Reference Volumes on Native American Tribes
As we come to the end of Native American Heritage Month, we want to highlight some of the extensive volumes of 19th and early 20th- century reference books we have in the Edison Department of Special Collections. Although these reference materials are all written from an Anglo-American perspective, their beautiful illustrations and photographs provide a unique, but curated, look into Native American life.
McKenney’s Indian Tribes of North America
Thomas L. McKenney’s three-volume History of the Indian Tribes of North America: With Biographical Sketches and Anecdotes of the Principle Chiefs is the smallest of the three sets of reference books we will be highlighting in this post, but it is also perhaps the most beautiful in terms of its illustrations.
Thomas McKenney was the US Superintendent of Indian Trade in Georgetown and the first director of the Office of Indian Affairs. While he was working for the federal government in these roles, he commissioned painter Charles Bird King to paint the portraits of more than one hundred Native American delegates as they visited the capitol between 1821 and 1842.
The three volumes of History of the Indian Tribes of North America, originally published around 1848, contain lithographs of King’s portraits alongside detailed descriptions and histories of each of the Native Americans featured. The original portraits were unfortunately later lost in a fire at the Smithsonian in 1865.
Washington University Libraries’ edition of this set, published in 1854, contains a hand-written note in the front saying that the volumes come from the library of Colonel Strode, an officer in the Black Hawk War of 1832. Black Hawk himself is featured in the volume (pictured above), although the author of his bio says that the reader will be “disappointed at the discovery that, although a respectable person, he was by no means a hero” (213). The descriptions of the Native Americans in this volume strongly reflect the prejudices of its time, and are unfortunately often derogatory and demeaning.
Schoolcraft and Indian Tribes of the United States
Henry Rowe Schoolcraft was an American geologist whose expeditions brought him all over the United States before he finally settled in Michigan in 1822. There he married Jane Johnston, granddaughter of a Ojibwe chief, and had two children with her. His extensive interactions with Native American people led him to begin an ethnological research project on various native tribes, and in 1846 he was commissioned by Congress to create a comprehensive reference work titled Archives of Aboriginal Knowledge : Containing all the Original Paper Laid Before Congress Respecting the History, Antiquities, Language, Ethnology, Pictography, Rites, Superstitions, and Mythology, of the Indian Tribes of the United States.
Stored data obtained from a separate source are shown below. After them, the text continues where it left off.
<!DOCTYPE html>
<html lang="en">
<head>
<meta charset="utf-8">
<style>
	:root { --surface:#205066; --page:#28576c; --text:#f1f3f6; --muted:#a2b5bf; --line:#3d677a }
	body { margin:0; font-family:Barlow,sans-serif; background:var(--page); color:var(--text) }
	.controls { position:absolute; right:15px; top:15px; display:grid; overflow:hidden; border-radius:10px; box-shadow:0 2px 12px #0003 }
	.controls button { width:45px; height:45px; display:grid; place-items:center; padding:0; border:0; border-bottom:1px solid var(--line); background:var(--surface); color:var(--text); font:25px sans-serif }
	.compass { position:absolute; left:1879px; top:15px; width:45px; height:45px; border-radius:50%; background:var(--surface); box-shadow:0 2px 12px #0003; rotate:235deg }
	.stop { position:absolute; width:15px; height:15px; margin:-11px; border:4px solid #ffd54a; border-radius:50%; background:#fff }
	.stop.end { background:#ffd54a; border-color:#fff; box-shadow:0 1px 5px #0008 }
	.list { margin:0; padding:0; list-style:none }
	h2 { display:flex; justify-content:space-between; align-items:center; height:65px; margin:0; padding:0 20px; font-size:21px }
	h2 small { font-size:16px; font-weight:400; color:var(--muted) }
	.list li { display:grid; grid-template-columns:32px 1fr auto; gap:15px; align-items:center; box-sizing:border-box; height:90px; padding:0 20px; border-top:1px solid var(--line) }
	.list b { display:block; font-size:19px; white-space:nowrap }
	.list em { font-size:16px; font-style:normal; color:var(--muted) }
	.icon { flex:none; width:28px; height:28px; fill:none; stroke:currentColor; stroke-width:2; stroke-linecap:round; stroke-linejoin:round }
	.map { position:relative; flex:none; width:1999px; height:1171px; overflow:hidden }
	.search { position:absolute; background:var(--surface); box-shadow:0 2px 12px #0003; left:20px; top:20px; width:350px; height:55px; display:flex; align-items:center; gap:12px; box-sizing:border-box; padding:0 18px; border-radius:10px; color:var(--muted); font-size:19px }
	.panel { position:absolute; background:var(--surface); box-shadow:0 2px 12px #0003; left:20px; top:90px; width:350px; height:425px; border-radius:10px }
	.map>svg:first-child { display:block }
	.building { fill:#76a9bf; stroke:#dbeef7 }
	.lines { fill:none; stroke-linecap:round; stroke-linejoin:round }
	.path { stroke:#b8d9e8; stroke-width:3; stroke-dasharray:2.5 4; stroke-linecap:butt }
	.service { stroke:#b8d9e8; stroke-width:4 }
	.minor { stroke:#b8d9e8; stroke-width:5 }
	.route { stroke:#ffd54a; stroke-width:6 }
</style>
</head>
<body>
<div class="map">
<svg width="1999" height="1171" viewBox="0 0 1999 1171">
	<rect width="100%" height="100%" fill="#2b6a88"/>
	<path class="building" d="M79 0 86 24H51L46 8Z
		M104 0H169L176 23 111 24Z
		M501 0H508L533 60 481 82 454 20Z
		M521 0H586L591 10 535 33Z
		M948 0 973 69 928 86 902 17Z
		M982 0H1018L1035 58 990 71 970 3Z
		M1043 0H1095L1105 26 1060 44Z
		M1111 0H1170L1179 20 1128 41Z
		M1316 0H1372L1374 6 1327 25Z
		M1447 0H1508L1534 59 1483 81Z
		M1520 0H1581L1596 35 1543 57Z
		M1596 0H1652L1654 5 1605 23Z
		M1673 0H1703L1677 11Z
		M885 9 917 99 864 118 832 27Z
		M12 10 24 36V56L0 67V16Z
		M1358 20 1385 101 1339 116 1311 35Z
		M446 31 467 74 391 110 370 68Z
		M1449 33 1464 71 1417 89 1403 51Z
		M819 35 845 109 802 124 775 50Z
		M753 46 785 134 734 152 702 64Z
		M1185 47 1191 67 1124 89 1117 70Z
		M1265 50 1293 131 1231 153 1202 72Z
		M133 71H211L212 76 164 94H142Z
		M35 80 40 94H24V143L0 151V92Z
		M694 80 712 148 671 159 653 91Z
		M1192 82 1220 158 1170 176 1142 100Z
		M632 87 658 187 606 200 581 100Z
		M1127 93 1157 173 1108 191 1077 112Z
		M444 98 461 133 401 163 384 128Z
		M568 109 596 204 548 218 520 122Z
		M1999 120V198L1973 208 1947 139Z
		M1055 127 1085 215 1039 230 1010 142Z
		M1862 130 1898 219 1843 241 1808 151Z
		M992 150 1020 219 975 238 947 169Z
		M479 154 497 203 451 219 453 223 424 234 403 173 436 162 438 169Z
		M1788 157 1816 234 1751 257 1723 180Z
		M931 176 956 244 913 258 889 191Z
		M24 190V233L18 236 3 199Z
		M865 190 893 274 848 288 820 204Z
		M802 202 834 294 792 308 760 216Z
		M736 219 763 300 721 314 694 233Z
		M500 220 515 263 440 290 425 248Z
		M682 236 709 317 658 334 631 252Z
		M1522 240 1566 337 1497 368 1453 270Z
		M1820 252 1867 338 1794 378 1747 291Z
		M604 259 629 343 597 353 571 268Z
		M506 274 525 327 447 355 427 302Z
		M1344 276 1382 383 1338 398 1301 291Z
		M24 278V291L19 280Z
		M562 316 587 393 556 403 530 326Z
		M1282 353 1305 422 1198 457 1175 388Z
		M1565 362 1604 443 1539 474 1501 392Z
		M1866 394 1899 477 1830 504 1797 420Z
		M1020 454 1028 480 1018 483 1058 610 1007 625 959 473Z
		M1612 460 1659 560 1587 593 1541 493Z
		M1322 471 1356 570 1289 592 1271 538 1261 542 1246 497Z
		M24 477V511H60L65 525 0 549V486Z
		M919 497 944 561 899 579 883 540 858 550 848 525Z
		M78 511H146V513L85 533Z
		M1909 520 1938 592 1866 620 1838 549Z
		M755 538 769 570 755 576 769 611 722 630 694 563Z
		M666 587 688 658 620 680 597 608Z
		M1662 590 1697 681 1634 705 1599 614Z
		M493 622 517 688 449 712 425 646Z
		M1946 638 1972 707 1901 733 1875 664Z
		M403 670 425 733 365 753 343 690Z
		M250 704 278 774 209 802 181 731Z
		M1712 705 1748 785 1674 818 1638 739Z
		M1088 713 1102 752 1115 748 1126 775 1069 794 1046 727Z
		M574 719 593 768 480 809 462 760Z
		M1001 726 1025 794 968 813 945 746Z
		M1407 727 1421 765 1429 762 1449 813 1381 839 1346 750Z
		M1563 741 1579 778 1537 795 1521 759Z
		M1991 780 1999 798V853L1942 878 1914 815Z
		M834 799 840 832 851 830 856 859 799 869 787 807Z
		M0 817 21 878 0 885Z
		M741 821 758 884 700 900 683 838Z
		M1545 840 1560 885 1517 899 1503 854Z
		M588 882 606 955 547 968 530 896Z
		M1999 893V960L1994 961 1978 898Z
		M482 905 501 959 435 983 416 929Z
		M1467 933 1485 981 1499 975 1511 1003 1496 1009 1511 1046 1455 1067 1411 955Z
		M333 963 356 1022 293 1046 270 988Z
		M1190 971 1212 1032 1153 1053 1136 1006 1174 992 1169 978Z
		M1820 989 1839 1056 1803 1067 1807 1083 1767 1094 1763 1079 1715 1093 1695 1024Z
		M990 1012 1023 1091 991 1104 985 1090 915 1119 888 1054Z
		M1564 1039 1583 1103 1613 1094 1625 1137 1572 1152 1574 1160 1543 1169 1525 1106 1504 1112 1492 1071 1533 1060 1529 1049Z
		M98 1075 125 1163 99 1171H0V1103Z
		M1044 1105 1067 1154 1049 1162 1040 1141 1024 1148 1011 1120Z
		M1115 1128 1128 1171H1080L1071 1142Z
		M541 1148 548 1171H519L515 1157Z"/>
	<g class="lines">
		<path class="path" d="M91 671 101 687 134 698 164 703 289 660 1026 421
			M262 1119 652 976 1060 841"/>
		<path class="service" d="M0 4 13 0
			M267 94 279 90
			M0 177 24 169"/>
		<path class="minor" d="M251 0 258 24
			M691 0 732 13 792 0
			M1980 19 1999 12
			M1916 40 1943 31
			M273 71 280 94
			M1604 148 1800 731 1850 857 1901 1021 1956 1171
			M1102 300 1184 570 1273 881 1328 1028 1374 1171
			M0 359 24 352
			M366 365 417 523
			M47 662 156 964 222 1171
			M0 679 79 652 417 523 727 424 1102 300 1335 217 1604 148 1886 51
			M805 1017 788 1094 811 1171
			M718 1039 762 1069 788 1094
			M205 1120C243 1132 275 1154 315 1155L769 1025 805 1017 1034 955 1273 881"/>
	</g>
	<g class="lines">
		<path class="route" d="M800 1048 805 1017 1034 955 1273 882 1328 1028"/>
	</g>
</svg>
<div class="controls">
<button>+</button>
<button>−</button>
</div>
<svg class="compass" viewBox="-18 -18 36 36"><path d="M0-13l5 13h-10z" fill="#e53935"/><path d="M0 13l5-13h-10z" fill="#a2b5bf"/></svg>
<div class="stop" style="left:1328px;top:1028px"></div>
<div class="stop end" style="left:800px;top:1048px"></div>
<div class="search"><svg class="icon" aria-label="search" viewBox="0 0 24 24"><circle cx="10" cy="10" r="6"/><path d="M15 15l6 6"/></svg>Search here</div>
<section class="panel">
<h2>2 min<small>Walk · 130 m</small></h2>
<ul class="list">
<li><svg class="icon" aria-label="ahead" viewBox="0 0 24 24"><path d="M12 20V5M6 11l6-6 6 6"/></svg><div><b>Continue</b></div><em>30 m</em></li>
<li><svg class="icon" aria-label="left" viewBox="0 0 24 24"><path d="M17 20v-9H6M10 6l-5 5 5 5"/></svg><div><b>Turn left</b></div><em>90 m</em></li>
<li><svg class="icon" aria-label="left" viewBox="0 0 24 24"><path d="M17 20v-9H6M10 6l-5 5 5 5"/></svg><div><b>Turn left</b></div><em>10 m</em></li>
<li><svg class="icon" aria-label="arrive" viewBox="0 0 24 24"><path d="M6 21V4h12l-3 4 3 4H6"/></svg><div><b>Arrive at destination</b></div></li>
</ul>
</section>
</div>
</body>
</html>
The large six-volume set was published between 1851 and 1857. It contains illustrations borrowed from other texts, including many of the lithographs from McKenney’s work, as well as illustrations of its own, such as the drawing of the pipes below and the sketch of Itasca Lake by Captain S. Eastman above. The latter is based on a sketch made by Schoolcraft himself on one of his journeys.
Photographs from The North American Indian
With sixteen massive volumes, Edward Curtis’ The North American Indian: Being a Series of Volumes Picturing and Describing the Indians of the United States is certainly the most massive of our reference books on the Native American tribes. Published between 1907 and 1930, each volume is devoted to between two and nine individual tribes. For example, the first volume (photos from which are featured in this post) is titled “Apache, Jicarillas, Navaho.”
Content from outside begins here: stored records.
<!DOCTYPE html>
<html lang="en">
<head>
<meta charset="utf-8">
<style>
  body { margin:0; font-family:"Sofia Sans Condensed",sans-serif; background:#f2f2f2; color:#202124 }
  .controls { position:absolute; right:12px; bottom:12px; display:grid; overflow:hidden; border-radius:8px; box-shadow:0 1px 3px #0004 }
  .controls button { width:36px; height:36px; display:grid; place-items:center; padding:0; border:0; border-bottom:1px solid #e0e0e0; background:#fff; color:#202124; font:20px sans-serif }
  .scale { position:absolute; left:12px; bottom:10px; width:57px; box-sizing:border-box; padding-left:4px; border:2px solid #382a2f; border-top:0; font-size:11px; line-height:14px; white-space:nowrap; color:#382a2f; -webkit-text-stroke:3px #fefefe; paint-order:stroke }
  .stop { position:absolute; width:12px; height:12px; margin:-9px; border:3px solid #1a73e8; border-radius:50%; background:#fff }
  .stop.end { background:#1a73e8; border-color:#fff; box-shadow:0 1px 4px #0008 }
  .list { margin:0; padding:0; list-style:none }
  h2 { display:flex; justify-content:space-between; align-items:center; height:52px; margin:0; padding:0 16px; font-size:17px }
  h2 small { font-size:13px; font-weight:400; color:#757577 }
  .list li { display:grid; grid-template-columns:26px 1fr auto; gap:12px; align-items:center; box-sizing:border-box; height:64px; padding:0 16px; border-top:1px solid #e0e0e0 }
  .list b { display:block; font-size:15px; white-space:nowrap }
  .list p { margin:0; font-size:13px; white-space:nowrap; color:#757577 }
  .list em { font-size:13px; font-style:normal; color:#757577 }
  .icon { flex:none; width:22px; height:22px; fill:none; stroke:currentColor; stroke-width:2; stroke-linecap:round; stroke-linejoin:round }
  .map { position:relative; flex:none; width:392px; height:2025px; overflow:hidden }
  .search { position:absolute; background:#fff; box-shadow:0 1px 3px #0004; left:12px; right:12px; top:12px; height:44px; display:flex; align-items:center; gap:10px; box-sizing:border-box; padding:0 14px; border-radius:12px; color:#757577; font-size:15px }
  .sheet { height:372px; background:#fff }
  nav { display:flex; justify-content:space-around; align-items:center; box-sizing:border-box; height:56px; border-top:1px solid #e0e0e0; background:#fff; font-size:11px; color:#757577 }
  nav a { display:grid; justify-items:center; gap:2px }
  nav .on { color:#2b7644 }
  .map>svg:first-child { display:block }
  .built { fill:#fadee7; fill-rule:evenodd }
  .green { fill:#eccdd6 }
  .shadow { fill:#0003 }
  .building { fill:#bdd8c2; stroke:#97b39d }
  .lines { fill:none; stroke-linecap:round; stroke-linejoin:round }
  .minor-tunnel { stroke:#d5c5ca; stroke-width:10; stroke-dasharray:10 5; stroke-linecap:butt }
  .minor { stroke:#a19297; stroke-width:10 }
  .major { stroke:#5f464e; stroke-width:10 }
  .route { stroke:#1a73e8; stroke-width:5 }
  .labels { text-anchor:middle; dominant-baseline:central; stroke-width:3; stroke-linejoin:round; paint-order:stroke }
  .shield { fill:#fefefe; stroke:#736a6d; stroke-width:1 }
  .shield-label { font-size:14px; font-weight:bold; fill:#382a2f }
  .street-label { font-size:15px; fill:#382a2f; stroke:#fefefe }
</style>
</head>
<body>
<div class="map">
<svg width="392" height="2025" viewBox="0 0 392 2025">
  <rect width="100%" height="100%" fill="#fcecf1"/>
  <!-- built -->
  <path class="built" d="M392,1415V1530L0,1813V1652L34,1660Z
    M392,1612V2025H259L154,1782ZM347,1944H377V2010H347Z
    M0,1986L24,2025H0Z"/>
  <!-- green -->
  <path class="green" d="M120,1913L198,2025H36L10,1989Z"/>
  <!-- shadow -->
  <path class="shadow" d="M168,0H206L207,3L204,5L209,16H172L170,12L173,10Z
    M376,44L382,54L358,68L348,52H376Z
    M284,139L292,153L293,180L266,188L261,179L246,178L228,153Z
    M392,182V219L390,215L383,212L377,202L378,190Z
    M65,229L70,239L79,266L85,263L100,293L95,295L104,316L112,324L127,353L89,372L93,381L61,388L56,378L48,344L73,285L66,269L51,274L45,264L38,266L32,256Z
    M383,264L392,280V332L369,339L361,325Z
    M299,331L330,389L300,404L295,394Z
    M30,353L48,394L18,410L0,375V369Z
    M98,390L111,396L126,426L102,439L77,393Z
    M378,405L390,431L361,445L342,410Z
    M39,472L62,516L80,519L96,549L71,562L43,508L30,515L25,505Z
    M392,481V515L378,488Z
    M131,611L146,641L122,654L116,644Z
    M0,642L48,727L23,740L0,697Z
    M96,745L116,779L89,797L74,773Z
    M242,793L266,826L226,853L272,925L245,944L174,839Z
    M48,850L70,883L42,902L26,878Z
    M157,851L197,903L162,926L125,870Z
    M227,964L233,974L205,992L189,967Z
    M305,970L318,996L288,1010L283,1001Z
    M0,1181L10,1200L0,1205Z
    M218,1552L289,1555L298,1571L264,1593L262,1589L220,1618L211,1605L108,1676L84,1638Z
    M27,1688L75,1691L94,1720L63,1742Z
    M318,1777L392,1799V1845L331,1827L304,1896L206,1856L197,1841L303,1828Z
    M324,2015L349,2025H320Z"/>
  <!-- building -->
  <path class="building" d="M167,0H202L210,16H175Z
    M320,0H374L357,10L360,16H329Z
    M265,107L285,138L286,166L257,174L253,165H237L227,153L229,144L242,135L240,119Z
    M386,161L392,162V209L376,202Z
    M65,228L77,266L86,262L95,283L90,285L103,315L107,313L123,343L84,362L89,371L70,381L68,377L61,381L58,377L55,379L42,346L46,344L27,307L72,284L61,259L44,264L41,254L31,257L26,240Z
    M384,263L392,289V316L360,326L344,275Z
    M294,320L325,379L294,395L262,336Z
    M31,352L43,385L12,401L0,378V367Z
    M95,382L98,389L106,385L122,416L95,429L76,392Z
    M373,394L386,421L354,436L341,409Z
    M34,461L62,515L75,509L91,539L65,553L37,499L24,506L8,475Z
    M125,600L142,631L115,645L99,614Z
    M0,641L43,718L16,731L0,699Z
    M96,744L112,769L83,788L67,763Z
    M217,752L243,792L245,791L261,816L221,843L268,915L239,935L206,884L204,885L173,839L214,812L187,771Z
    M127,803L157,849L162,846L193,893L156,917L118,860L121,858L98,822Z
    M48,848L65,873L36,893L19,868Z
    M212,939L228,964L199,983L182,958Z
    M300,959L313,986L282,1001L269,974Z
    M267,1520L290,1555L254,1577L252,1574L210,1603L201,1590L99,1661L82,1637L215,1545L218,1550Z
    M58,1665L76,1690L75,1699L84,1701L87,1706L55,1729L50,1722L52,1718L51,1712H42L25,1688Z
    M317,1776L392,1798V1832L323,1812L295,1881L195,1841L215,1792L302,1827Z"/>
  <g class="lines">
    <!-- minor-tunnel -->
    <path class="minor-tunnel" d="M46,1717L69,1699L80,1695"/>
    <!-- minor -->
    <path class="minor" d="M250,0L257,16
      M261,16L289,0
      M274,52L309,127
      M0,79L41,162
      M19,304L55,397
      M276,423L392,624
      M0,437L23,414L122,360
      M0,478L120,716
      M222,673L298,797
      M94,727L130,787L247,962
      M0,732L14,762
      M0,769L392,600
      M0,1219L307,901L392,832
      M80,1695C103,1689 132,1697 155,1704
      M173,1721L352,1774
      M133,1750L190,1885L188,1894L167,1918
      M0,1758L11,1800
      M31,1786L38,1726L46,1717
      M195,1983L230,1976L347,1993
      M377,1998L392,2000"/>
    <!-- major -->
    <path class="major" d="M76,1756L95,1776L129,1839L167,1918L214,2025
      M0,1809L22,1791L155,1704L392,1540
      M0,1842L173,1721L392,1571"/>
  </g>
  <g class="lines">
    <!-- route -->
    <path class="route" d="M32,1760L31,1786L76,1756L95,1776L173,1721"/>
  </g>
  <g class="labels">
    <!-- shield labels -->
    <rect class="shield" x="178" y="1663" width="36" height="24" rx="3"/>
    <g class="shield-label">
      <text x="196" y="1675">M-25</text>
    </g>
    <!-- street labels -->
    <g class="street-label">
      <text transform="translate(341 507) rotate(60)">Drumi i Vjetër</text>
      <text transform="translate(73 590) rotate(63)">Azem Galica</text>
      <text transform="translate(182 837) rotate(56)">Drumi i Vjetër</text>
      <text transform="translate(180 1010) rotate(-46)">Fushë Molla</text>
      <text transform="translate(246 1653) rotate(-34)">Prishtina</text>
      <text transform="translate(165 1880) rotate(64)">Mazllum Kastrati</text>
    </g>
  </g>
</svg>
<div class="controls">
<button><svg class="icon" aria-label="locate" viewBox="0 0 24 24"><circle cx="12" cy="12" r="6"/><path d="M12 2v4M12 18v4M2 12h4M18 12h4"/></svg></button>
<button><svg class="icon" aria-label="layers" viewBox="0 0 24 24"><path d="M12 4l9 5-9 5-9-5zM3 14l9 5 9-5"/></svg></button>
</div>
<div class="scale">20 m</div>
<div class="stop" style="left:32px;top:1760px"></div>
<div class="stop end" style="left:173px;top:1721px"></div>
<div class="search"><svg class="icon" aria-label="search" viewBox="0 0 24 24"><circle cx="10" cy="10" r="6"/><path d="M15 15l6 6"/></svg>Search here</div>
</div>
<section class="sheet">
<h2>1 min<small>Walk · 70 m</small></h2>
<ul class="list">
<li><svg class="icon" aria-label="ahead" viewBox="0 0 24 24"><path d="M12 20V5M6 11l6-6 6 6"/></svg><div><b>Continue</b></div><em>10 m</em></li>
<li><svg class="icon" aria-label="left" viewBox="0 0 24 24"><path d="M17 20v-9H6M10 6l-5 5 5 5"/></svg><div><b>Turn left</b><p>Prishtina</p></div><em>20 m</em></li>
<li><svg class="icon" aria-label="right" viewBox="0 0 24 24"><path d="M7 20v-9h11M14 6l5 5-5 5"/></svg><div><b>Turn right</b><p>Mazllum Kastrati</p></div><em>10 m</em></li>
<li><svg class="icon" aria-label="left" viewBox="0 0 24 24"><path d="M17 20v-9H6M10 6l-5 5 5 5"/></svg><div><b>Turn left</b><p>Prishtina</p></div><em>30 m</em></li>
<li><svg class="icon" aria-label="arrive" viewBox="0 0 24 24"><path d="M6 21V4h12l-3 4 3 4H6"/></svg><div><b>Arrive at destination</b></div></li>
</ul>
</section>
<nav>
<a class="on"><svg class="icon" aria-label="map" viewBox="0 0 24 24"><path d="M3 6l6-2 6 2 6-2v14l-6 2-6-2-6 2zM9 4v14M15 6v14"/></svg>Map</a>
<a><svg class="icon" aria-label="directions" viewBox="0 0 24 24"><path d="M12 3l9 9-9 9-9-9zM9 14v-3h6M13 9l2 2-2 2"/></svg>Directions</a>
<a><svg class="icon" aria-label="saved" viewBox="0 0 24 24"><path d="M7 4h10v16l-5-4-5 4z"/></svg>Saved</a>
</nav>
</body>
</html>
When Curtis was publishing his volumes, he had difficulty obtaining subscribers, and as a result, his work was largely forgotten before it was even finished. In recent years, however, his sepia-toned photographs of Native Americans have experienced something of a revival.
Although Curtis has been criticized for staging and doctoring photos to present a very specific, romanticized version of native peoples, these photos nonetheless provide a glimpse into the lives of Native Americans in the early twentieth century. Contemporary author N. Scott Momaday has said of the photographs:
“[T]he world of these photographs is one in which breadth and luminosity are indispensable dimensions of spirit and reality. This definitive collection of the Curtis photographs is an American treasure. They are not artifacts or cultural exhibits; they are not fossil records or curiosities. They are validations of an important and unique moment in the evolution of an American identity. That moment is forever ours, and it is indeed a sacred legacy.”
N. Scott Momaday
Curtis’ volumes and their extensive photographs have been digitized in their entirety and made available at Northwestern University Library’s Edward S. Curtis digital collection.